**MATERIAL TO PROCESS**
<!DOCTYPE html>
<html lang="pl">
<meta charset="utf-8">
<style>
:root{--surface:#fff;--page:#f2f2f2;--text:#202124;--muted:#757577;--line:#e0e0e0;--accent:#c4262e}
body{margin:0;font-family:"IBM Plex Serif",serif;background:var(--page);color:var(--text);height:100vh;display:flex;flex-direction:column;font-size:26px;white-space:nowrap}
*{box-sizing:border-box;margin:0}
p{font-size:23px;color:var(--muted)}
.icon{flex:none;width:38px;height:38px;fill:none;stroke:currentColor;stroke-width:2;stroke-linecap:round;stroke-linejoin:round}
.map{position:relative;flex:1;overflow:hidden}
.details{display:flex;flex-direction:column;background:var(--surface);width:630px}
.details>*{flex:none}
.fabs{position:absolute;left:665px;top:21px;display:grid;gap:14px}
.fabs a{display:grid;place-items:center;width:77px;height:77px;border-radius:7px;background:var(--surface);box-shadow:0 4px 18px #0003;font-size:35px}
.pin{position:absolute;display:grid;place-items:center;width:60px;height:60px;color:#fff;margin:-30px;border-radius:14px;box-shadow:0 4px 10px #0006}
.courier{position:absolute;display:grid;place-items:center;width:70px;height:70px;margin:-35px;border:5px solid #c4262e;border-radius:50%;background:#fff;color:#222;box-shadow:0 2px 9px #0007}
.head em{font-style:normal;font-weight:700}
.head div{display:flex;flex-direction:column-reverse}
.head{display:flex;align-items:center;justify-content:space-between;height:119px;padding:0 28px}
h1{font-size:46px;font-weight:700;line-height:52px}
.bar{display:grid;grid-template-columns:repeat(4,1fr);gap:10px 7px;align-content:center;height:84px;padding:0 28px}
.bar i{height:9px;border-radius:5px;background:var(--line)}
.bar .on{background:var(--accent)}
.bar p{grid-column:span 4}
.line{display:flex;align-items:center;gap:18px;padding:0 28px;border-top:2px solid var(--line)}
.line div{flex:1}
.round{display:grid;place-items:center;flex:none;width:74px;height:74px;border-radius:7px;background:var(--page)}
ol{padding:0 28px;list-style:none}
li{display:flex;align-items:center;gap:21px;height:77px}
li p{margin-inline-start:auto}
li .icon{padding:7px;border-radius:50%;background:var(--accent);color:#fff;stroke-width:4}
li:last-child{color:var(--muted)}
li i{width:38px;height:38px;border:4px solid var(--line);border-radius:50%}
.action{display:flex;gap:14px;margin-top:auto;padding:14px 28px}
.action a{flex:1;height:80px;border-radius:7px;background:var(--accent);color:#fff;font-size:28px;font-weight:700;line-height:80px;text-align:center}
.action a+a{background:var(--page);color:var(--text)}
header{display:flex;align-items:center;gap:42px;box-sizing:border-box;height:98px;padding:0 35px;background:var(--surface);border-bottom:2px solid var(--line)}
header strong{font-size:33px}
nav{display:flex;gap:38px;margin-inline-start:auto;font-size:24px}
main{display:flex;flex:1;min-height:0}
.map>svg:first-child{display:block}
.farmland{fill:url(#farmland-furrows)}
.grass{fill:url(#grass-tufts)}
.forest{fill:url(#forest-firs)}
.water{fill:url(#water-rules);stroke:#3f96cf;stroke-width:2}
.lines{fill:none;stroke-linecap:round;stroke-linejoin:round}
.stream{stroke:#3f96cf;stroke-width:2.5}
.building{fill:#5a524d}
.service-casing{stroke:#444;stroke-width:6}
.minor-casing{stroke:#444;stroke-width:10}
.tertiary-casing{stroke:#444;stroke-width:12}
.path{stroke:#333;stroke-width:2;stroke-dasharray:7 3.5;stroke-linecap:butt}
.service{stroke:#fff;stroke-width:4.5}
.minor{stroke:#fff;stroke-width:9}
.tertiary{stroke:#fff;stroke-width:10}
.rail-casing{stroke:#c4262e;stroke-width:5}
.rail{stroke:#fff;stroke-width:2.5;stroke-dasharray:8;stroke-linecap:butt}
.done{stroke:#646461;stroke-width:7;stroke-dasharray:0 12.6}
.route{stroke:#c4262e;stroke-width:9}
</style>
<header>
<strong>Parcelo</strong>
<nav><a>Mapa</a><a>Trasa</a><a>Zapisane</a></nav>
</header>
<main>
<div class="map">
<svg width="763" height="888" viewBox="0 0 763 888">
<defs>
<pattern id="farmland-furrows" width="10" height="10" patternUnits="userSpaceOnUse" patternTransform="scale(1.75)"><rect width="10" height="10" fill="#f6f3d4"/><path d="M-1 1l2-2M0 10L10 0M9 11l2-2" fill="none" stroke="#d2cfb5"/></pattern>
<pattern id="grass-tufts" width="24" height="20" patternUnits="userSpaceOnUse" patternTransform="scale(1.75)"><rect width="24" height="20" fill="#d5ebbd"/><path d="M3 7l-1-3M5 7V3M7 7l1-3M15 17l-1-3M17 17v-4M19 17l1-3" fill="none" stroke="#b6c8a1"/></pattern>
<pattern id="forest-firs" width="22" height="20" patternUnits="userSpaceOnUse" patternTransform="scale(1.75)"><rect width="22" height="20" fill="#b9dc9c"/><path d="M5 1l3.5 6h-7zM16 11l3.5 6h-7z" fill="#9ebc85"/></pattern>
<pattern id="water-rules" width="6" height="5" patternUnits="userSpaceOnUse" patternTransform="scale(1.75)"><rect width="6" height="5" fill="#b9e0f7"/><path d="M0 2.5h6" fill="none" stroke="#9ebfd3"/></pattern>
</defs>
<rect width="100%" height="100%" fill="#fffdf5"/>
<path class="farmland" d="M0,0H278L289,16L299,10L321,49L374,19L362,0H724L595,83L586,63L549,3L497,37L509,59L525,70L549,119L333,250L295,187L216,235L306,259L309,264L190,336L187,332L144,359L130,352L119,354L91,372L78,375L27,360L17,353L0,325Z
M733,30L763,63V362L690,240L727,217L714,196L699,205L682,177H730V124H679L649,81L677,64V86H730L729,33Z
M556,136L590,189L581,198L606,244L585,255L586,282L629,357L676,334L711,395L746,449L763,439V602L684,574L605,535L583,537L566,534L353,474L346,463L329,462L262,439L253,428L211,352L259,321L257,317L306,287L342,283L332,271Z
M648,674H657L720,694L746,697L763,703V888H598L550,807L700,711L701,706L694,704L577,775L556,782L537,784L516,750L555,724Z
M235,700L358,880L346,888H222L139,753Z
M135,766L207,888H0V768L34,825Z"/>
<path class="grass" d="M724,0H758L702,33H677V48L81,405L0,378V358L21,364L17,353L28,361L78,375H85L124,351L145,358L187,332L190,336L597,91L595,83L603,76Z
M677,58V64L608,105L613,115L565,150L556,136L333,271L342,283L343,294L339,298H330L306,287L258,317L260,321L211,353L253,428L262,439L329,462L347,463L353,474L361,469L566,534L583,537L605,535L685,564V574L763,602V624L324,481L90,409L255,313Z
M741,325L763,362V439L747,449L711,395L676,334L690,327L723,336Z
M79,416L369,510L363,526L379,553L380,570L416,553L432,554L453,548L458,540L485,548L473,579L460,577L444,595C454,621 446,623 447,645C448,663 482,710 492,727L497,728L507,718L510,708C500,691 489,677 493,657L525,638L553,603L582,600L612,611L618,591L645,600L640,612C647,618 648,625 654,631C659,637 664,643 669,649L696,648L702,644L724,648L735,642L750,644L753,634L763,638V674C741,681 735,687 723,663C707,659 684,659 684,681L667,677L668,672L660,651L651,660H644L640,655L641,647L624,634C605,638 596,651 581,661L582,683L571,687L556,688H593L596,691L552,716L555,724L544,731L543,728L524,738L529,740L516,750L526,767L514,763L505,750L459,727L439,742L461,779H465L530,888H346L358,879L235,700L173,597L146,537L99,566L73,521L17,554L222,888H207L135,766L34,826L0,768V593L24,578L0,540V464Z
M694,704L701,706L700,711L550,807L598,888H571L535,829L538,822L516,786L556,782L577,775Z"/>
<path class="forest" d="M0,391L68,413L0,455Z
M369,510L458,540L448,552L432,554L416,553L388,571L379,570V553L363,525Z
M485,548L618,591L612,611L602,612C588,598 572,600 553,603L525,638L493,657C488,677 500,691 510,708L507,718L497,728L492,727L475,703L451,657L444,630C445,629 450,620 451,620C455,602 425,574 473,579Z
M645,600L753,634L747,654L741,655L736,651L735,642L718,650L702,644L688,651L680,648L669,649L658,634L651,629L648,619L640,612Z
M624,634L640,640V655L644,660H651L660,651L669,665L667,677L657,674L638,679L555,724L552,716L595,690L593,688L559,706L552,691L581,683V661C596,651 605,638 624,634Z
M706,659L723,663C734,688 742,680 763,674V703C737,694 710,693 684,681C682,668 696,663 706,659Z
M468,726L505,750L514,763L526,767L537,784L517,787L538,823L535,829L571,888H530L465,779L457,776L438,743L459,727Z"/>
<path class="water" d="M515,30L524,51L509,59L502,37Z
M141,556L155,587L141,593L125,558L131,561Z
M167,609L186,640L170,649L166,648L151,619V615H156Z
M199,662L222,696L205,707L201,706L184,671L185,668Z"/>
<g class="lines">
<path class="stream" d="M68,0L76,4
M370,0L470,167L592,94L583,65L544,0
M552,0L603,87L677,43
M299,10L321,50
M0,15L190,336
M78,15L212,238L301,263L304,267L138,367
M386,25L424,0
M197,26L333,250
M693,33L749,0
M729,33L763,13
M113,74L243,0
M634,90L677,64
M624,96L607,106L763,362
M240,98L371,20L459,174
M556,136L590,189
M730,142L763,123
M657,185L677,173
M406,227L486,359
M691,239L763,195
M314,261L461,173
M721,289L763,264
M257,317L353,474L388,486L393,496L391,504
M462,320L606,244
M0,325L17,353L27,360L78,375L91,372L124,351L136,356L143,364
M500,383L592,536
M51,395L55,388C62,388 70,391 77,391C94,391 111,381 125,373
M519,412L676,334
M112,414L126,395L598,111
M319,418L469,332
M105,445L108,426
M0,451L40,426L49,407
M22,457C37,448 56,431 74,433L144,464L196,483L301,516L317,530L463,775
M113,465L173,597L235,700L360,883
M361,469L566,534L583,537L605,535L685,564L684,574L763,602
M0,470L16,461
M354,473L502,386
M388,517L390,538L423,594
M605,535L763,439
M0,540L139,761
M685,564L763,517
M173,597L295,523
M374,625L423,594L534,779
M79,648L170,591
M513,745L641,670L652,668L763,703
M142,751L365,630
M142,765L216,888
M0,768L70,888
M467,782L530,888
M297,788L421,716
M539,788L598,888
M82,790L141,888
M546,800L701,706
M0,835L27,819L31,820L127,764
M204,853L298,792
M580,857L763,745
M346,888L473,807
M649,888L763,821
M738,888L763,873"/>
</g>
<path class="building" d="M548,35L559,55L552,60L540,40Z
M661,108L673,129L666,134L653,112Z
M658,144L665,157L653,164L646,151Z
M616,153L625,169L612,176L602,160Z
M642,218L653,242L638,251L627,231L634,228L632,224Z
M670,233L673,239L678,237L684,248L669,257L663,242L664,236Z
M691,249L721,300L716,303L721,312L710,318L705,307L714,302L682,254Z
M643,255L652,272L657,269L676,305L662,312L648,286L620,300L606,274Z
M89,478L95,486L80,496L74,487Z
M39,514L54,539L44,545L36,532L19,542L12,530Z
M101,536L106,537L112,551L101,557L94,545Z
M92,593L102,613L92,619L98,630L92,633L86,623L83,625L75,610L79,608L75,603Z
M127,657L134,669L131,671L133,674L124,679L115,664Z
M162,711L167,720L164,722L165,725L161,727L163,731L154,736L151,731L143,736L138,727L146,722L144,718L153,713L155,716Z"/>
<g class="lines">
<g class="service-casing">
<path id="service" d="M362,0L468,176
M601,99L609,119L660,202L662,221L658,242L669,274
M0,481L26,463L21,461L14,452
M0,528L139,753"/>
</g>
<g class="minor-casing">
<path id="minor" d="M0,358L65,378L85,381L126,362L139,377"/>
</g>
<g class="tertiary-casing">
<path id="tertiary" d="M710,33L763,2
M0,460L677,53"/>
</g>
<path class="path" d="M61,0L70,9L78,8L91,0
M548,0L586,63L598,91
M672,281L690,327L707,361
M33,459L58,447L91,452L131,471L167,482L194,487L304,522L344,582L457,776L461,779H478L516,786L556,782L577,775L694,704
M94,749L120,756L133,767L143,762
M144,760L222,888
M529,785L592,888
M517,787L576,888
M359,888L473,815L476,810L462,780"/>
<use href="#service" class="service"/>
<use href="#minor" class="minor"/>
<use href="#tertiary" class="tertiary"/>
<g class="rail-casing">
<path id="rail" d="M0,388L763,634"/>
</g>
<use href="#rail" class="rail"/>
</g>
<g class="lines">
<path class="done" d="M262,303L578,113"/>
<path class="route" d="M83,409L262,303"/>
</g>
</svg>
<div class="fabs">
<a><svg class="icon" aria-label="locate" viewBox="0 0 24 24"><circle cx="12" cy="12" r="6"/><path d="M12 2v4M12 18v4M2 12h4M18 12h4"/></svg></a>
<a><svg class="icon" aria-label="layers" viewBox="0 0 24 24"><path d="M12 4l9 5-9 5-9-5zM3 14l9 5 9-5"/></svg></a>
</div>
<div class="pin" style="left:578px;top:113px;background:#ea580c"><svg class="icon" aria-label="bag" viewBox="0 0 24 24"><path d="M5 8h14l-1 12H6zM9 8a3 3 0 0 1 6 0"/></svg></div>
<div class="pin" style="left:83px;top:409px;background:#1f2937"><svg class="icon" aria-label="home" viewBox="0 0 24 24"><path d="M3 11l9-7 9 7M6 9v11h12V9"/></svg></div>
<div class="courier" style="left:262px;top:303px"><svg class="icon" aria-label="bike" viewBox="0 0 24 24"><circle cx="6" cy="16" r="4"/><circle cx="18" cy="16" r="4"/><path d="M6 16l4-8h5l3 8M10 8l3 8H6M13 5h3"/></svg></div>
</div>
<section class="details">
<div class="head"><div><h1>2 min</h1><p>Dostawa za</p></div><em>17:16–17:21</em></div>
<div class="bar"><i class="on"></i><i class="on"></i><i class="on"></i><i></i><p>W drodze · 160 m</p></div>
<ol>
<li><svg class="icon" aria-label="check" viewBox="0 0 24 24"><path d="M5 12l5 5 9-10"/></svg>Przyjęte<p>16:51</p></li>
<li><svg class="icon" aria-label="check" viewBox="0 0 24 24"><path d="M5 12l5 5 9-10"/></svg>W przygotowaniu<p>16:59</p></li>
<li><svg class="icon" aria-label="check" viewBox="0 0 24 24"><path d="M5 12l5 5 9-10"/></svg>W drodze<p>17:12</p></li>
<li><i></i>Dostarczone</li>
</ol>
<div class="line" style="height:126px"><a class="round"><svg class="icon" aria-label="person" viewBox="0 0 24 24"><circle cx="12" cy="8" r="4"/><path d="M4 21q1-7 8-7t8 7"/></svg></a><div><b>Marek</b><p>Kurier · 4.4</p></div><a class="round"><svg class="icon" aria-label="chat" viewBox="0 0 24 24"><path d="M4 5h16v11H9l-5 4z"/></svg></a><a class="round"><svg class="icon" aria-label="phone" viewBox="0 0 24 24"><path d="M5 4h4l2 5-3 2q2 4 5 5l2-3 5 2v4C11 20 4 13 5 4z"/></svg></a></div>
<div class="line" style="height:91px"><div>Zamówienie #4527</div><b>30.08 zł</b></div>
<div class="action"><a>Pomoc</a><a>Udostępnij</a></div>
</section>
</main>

**WORK INSTRUCTIONS**
Your answer should be every line from the material above in which the word "dasharray" appears.

**ANSWER TO THE EXERCISE**
.path{stroke:#333;stroke-width:2;stroke-dasharray:7 3.5;stroke-linecap:butt}
.rail{stroke:#fff;stroke-width:2.5;stroke-dasharray:8;stroke-linecap:butt}
.done{stroke:#646461;stroke-width:7;stroke-dasharray:0 12.6}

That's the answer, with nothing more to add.